Everyone loves an inspirational sports movie, where the underdog triumphs over tragedy or adversity to rise to glory.
The genre is defined by the classics: Hoosiers. Rudy. Remember the Titans. Even the Bad News Bears had their moment.
Now, the latest entry could someday belong to the Frisco Wakeland High School boys’ soccer team, if the talk surrounding a potential movie deal to tell the team’s story comes to fruition.
The Wolverines won the Texas Class 4A state title in April, but only after head coach Rusty Oglesby’s father passed away in March.
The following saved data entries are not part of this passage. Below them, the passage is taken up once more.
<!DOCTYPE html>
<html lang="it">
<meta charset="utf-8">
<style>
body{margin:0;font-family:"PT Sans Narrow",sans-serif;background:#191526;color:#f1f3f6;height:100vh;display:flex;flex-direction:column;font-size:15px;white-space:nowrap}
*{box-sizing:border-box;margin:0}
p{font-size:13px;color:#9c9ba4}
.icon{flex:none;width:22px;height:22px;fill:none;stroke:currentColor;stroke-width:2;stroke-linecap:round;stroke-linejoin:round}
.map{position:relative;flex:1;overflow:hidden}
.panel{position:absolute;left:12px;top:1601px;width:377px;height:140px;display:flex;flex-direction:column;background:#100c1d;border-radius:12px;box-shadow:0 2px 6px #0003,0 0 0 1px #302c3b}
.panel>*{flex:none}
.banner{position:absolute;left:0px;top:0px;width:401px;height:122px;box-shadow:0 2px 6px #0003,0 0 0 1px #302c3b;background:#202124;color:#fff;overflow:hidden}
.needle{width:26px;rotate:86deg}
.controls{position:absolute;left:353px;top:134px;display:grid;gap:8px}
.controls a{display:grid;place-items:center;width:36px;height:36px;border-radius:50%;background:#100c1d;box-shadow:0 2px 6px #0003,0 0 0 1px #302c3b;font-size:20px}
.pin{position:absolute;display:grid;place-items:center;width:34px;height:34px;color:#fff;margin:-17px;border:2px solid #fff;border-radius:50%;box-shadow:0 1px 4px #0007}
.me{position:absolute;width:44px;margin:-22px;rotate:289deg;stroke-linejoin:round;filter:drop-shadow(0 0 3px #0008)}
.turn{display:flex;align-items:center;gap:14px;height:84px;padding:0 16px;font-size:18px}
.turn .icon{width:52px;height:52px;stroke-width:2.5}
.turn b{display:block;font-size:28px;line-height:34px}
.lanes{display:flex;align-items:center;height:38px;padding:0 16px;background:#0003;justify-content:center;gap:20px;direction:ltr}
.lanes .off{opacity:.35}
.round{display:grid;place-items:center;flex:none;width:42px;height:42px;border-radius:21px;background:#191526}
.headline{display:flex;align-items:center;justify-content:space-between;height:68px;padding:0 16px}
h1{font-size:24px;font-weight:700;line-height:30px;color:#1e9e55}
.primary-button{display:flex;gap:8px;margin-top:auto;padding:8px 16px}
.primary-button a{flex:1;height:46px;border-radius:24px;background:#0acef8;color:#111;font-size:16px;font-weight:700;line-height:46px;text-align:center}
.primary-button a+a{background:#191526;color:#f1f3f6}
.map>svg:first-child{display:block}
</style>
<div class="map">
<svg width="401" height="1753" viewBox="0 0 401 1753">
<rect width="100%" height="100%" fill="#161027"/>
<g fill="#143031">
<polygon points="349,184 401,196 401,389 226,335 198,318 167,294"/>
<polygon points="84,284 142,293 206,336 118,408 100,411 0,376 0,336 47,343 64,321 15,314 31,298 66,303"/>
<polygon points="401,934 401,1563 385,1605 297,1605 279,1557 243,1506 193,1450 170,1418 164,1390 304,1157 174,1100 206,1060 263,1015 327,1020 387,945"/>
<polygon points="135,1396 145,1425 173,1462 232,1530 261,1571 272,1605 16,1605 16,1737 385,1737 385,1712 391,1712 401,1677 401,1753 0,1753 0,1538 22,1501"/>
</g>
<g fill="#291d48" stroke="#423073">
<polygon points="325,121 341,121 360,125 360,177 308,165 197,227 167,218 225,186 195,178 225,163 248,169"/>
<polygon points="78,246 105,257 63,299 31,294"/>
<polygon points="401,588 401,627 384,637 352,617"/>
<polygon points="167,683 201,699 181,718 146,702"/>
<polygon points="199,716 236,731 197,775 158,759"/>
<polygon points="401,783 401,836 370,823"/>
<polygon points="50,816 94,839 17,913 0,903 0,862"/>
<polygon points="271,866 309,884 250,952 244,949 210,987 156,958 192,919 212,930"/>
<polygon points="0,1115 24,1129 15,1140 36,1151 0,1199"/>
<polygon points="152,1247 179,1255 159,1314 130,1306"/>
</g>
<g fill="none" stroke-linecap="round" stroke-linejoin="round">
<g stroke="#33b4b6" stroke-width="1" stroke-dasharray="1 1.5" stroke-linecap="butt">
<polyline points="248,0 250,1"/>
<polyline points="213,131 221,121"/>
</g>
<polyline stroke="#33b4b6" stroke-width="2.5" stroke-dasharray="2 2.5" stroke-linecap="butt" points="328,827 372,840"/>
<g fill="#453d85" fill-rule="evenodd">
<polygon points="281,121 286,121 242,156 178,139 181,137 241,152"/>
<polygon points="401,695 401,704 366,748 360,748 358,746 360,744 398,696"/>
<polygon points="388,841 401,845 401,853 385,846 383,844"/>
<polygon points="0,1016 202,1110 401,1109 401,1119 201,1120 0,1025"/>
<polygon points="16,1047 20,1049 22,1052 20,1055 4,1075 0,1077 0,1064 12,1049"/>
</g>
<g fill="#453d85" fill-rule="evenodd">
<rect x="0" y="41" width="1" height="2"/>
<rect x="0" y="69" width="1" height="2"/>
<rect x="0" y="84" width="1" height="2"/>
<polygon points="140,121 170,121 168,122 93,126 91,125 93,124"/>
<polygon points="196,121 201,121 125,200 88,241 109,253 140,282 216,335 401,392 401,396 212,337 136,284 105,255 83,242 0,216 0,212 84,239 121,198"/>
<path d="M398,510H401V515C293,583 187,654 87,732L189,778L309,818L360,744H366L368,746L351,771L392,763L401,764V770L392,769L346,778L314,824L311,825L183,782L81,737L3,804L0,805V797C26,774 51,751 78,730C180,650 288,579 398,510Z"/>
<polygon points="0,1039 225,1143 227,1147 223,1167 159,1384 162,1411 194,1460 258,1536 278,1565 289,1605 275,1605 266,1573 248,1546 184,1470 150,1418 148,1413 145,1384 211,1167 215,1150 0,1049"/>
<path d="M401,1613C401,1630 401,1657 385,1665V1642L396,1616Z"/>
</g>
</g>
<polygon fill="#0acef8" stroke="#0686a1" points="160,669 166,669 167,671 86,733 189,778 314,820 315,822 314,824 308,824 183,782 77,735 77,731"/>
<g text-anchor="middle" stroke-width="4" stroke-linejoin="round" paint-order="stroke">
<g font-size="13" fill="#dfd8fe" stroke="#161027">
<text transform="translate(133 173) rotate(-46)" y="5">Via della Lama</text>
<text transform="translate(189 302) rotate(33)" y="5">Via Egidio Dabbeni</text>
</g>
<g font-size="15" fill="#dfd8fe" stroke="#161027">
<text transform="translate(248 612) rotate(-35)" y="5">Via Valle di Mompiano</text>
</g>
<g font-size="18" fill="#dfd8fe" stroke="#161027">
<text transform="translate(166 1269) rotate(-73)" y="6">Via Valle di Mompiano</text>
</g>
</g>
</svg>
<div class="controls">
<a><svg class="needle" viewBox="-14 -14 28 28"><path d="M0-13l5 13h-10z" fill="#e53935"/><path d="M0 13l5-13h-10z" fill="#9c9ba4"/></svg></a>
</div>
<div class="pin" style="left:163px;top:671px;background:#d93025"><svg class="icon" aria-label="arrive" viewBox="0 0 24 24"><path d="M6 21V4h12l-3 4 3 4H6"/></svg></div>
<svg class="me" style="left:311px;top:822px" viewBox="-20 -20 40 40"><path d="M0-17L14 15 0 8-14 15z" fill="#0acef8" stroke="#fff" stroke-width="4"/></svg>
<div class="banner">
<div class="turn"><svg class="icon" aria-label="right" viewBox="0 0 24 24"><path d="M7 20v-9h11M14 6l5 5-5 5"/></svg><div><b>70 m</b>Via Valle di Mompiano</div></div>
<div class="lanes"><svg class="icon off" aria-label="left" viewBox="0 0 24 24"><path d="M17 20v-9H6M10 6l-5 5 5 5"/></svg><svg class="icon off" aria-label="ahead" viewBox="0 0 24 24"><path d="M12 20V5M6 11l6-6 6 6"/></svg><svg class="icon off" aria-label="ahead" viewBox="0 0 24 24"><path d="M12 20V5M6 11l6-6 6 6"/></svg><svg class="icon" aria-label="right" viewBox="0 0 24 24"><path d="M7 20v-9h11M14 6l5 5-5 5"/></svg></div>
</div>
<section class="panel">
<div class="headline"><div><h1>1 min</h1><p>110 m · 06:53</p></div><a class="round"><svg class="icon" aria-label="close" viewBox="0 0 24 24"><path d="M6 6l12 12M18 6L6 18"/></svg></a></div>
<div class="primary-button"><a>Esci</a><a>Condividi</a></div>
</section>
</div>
At the first game after his funeral, his players donned black armbands and wore them for the rest of the playoffs in a show of team unity.
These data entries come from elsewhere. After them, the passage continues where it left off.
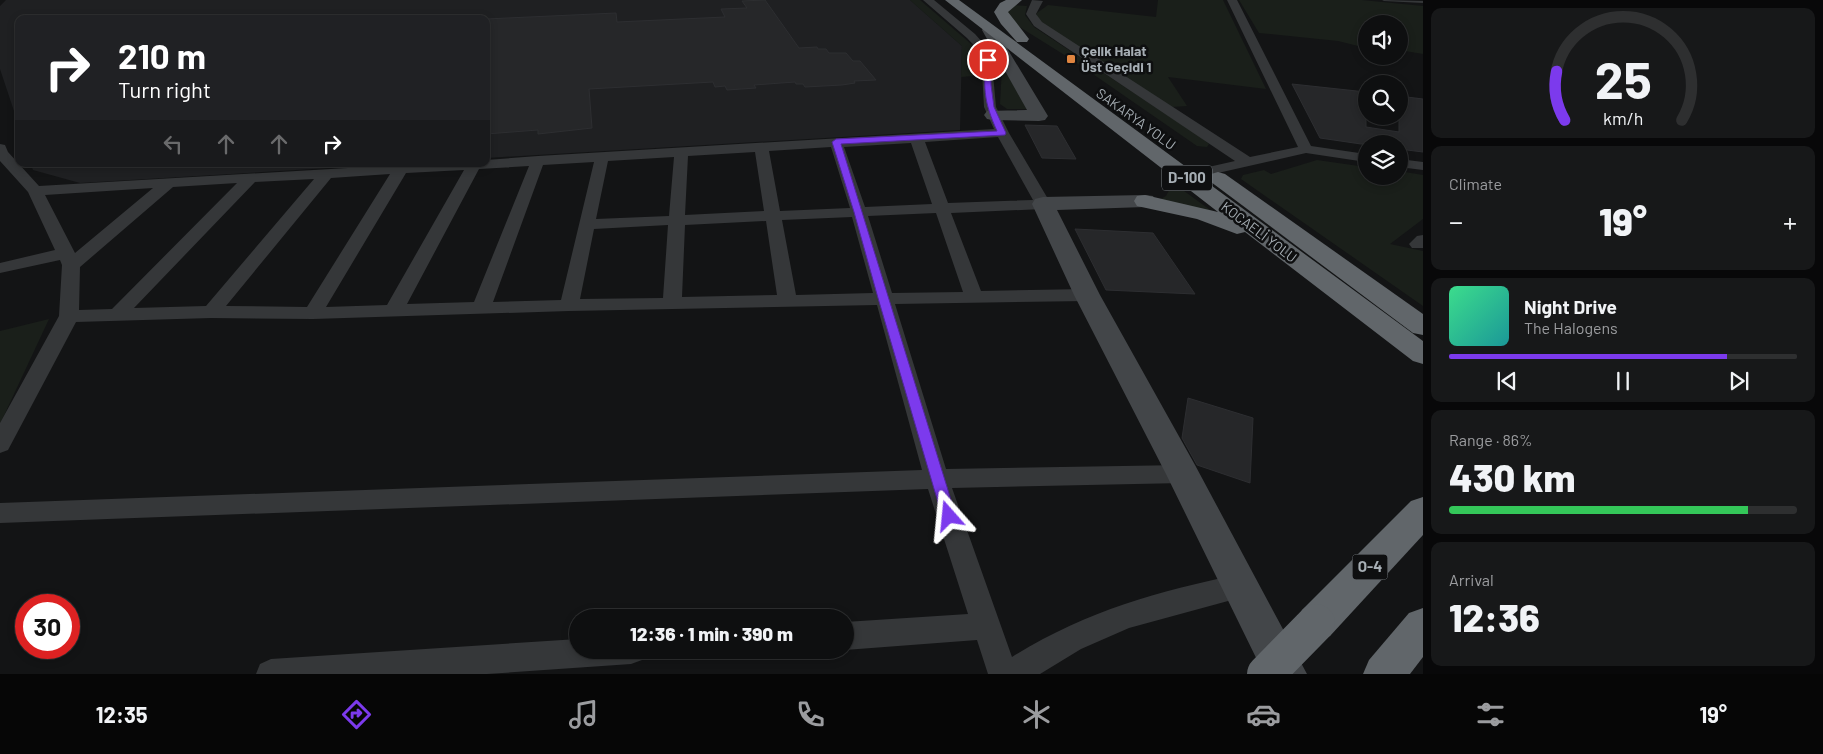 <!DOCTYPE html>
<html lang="en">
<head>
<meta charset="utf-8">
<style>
  body { margin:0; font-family:Barlow,sans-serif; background:#171819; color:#f1f3f6; height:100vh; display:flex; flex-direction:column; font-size:19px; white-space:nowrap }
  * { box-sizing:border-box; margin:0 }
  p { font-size:16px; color:#9b9c9f }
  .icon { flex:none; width:28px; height:28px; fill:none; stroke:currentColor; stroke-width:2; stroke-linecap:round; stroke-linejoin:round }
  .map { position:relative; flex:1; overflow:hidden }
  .side { display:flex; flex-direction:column; gap:8px; padding:8px; background:#080809; width:400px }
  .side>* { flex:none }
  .top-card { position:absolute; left:15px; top:15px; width:475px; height:152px; border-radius:10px; box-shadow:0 2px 8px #0003,0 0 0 1px #2e2f30; background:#202124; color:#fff; overflow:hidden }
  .fabs { position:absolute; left:1358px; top:15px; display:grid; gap:10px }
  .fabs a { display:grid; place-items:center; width:50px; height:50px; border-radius:50%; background:#0e0f10; box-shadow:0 2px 8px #0003,0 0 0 1px #2e2f30; font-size:25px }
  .speed { position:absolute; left:15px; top:594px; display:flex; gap:10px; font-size:25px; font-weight:700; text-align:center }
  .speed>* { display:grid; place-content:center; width:65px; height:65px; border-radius:50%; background:#0e0f10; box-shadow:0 2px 8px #0003,0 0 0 1px #2e2f30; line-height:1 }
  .speed .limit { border:8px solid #d22; background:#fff; color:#111 }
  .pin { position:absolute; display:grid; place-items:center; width:42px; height:42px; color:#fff; margin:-21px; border:2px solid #fff; border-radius:50%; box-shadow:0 1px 5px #0007 }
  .me { position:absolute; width:55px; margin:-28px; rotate:342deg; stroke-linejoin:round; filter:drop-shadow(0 0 4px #0008) }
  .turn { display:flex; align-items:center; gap:18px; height:105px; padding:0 20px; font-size:22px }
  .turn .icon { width:65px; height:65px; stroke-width:2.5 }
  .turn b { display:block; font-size:35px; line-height:42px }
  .lanes { display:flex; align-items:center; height:48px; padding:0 20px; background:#0003; justify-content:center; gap:25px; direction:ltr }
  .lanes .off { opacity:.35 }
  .big { font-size:38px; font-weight:800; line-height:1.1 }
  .side .widget { flex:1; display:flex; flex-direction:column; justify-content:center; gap:8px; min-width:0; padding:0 18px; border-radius:10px; background:#171819 }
  .side .dial { align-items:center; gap:0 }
  .dial svg { height:130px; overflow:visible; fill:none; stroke:#2e2f30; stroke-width:7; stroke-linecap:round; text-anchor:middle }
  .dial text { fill:#f1f3f6; stroke:none }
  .song { display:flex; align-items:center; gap:15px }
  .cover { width:60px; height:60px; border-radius:8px; background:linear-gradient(135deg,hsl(150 70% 55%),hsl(180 70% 35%)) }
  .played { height:5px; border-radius:2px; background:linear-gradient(90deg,#7c3aed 80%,#2e2f30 80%) }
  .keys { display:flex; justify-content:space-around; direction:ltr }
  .heat { display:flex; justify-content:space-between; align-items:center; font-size:28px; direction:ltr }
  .charge { height:8px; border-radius:4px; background:linear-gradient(90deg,#34c759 86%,#2e2f30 0) }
  .trip { position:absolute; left:569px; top:609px; width:285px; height:50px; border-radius:25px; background:#0e0f10; box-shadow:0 2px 8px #0003,0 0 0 1px #2e2f30; font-weight:800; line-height:50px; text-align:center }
  .tabs { display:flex; height:80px; justify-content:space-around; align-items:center; background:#060606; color:#9b9c9f }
  .tabs .icon { width:35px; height:35px }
  .tabs .current { color:#7c3aed }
  .tabs b { font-size:22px; color:#f1f3f6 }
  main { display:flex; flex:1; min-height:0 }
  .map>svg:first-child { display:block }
  .built { fill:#1f2022 }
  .green { fill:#1a1f1a }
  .building { fill:#262729; stroke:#2d2e31 }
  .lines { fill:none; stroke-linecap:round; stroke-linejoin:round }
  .lane { fill:#353739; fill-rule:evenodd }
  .street { fill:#353739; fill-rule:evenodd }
  .secondary { fill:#434649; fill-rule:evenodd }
  .highway { fill:#61666a; fill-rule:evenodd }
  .highway-bridge { stroke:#61666a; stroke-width:38 }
  .route { fill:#7c3aed; stroke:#51269a }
  .poi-dot { fill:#e08540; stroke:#0e0f10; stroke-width:2 }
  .labels { text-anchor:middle; stroke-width:5; stroke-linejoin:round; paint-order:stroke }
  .far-poi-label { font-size:14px; font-weight:bold; fill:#a6aeb4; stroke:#0e0f10; text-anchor:start }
  .far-street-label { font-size:14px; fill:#a6aeb4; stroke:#0e0f10 }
  .shield { fill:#0e0f10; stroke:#787e83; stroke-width:1 }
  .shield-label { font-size:15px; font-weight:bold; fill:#a6aeb4 }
</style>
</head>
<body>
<main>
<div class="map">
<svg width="1423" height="674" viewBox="0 0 1423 674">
  <rect width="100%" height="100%" fill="#131415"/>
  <g class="built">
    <path d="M6,0H910L962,46L960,130L486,158V19H19V126L0,69V6Z"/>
    <path d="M31,164H396L80,183L33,170Z"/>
  </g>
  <g class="green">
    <path d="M910,0H920L978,50L980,56L973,63V76L961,77L962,46Z"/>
    <path d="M1158,0H1223L1266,89L1168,77L1187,106L1172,107L1072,44L1036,18L1037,13L1048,5L1156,17Z"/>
    <path d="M1239,0H1362L1423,6V54L1399,50V24H1366V48L1338,41L1259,33Z"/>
    <path d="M1014,5L1027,6L1025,15L1034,27L1202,138L1209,144L1207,147L1197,146L1074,61L1018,26L1007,13L1008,9Z"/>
    <path d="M1002,67L1028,107L1027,109H1007L1000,104Z"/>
    <path d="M1317,160L1366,167V176H1399V171L1423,175V219L1390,244L1423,251V306L1241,179L1243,175L1264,170L1271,174Z"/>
    <path d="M1173,183L1213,212L1157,201L1166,196Z"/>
    <path d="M49,319L0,424V331Z"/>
  </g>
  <g class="building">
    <path d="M765,0L799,48L817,47L818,49H826L829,53H846L853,61H860L876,80L854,81L855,83L842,85L805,87L803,84H796L795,82L754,85L756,88L727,90L725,86L715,87L713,82L589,89L592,128L538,134V130L486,134V19L616,13L617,22L725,17L721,9L747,8L742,1Z"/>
    <path d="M1292,84L1366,92V127L1399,132V96L1423,99V152L1399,149V144H1361L1320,138Z"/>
    <path d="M1025,125L1057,126L1076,159L1042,158Z"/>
    <path d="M1075,229L1153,233L1195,294L1106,290Z"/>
    <path d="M1188,398L1253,418L1250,483L1197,465L1182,438Z"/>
  </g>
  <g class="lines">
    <path class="lane" d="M1382,0L1423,1V3L1384,1Z"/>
    <g class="street">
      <path d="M923,0H934L975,34L991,52L996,107L1009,133L1051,204L1049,207L1043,209L951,213L981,291L1087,289L1094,291L1096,295L1094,299L1087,301L895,304L946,469L1183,465L1192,467L1195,474L1192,481L1183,483L952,488L1012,657C1086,611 1156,592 1240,574L1250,577L1254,586L1250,595L1129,628L1081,649L1040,674H988L977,640L845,650V622L968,614L928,489L0,523V503L922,470L877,305L569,311L313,319L211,318L76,322L8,450L0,453V423L59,316L62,265L60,260L0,273V263L55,250L28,192L0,161V144L5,145L8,152L39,186L416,164H486V160L538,156L994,129L984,107L981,53L967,38ZM998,137L1033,200L948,203L925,142ZM911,143L932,204L865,207L844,147ZM831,147L850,208L780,211L769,151ZM755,152L764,211L685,215L688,156ZM674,157L669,216L596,219L608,161ZM594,162L561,300L493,302L543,165ZM529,166L474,302L407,304L479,169ZM464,170L387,305L326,307L406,173ZM390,174L307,307L226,306L331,178ZM314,179L206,306L134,308L255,182ZM237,183L112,309L79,310L80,267L173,187ZM153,188L75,253L45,195ZM936,213L963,292L892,293L868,216ZM852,217L873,293L796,295L782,220ZM766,221L777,295L682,297L685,225ZM668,225L663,298L580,299L594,229Z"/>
      <path d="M1032,0L1043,1L1036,14L1042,22L1250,157L1298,147L1227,0H1237L1311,146L1366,154V162L1306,153L1209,175L1204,174L1202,171L1204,168L1235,161L1034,26L1026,14Z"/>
      <path d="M1399,159L1423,162V170L1399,167Z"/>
      <path d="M1423,235V248H1412L1409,244L1417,236Z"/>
      <path d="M578,639V650H646L642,660L631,664L487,674H256L260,664L271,659Z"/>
    </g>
    <g class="secondary">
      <path d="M989,26L994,27L996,30L1048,116L1045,120L1039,121L993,120L987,119L984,115L987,111L1027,110L982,30L984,27Z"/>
      <path d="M1145,195L1153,196L1156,201L1153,206L1145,207L1057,210L1100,295L1195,465L1307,674H1264L1166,474L1074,295L1032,204L1035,199L1043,197Z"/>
    </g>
    <g class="highway">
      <path d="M945,0H959L1423,341V364L1413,361L1245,232L1237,234L1197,219L1137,206L1134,201L1137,196L1145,195L1218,212Z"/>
      <path d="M1006,0H1022L1008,12L1029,39L1027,42H1017L1001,24L994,12L1000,3Z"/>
      <path d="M1218,172L1225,174L1423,314V335L1413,333L1211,182L1208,178L1211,174Z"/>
      <path d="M1423,497V535L1330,636L1316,641L1302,636L1296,623L1302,610L1411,501Z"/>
      <path d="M1423,608V657L1410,674H1363L1369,660L1409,613Z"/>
    </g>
    <path class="highway-bridge" d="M1266,674L1316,623"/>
  </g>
  <path class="route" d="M988,58L991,60V85L994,107L1006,133L1005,135L841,144L956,516L954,520L949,521L944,520L942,516L878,298L854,212L832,142L836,139L997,131C984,102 984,91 985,60Z"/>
  <rect class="poi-dot" x="1066" y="54" width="10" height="10" rx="2.5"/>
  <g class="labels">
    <g class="far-poi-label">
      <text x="1081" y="56">Çelik Halat<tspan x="1081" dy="16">Üst Geçidi 1</tspan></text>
    </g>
    <g class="far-street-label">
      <text transform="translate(1136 119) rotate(36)" y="5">SAKARYA YOLU</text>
      <text transform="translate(1259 232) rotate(37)" y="5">KOCAELİ YOLU</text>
    </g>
    <g class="shield">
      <rect x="1162" y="165.5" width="50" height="25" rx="4"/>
      <rect x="1352.5" y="554.5" width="35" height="25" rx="4"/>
    </g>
    <g class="shield-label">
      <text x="1187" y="183">D-100</text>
      <text x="1370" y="572">O-4</text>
    </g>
  </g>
</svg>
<div class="fabs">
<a><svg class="icon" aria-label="sound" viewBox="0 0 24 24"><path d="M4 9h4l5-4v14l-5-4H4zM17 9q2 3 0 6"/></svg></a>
<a><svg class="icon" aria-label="search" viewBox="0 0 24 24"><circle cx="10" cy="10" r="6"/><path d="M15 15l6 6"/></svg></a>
<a><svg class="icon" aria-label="layers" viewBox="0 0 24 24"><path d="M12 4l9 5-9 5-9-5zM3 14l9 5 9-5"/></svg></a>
</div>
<div class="speed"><div class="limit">30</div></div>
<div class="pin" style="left:988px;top:60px;background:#d93025"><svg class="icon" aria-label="arrive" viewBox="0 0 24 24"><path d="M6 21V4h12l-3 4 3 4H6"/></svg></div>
<svg class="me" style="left:949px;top:516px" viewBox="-20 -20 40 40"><path d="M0-17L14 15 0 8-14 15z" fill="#7c3aed" stroke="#fff" stroke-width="4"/></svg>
<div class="trip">12:36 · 1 min · 390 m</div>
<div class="top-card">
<div class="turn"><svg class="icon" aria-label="right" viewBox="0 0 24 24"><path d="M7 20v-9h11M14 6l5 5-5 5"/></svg><div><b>210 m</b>Turn right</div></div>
<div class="lanes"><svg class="icon off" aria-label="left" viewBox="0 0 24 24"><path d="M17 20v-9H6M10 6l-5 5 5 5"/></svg><svg class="icon off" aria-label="ahead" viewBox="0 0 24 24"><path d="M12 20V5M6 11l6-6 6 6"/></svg><svg class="icon off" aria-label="ahead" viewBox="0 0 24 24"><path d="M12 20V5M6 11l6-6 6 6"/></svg><svg class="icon" aria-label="right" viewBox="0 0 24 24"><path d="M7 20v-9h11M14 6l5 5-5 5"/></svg></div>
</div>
</div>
<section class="side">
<div class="widget dial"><svg viewBox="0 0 100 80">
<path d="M14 69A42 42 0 1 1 86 69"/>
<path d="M14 69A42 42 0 0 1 9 39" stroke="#7c3aed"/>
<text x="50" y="56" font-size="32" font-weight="700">25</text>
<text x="50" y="72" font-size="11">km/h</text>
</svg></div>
<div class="widget"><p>Climate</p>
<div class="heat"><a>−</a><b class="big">19°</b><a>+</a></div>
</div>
<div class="widget">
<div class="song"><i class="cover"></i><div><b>Night Drive</b><p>The Halogens</p></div></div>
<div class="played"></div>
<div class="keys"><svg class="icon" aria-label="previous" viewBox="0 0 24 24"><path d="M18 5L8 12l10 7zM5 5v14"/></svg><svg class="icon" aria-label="pause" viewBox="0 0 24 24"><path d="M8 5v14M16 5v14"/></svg><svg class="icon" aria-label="next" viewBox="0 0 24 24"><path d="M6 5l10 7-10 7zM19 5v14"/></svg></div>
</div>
<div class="widget"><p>Range · 86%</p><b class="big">430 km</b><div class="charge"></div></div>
<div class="widget"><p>Arrival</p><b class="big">12:36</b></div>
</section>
</main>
<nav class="tabs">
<b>12:35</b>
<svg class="icon current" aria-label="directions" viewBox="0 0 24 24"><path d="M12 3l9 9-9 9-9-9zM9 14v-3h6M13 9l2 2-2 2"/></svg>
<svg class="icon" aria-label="music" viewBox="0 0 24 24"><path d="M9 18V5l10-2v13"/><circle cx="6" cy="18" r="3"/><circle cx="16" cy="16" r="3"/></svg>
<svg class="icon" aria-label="phone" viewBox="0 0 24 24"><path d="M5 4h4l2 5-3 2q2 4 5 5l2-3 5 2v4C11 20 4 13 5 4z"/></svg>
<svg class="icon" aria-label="climate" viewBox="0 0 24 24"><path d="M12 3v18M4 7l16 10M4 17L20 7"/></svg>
<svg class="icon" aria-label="car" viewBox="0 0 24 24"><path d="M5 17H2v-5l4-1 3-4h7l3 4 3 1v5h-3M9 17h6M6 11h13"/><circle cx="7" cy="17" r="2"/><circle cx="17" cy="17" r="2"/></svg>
<svg class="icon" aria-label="filters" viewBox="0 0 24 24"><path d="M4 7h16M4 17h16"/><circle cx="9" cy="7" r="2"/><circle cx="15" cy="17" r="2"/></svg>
<b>19°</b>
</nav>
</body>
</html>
“I started looking around (before the game) and kids were getting them out of their bags,” Oglesby said. “I watched as one-by-one, they found a partner and placed that armband on each other’s arms. Not a word was spoken. They didn’t want me to see. They just wanted me to be aware they were playing for my dad.”
The story quickly caught the attention of Calfornia-based evangelical Christian minister and author Rick Warren, a close friend of Oglesby who relayed the details to a member of his California church who works in the entertainment industry.
“Rick fell in love with what was going on,” Oglesby said. “Brian Bird was the executive producer of Touched by an Angel, a CBS show. He (Warren) told Brian the story. Now, he’s pitching it to different areas and different situations to see what they can come up with. If Remember the Titans and The Blind Side can be all that they were, then what’s to keep this story from being something special?”
It already is. Oglesby said his father’s passing caused a sudden halt to a valuable pre-game ritual at Frisco Wakeland, which proved to be one of the top defensive teams in the state in 2010.
“The part that still hurts me the most is my best friend still won’t call me at 3:30 like he did every game day,” Oglesby said. “My father called me every game day at 3:30, wanting to know how things were, if we were ready for the game and to tell me he was so proud of me.”
That’s when Warren – a best-selling author who gave the invocation at Barack Obama’s presidential inauguration in January 2009 – offered his services for Oglesby and his team.
“We played our first playoff game and at 5:30, the phone rang and it was Rick. He said he called me at 3:30 his time because he didn’t want to take my dad’s timeslot,” Oglesby said. “I’m standing on the sidelines in pregame warm ups at the state semifinals and Rick Warren is having prayer with me over the phone. That’s just huge.”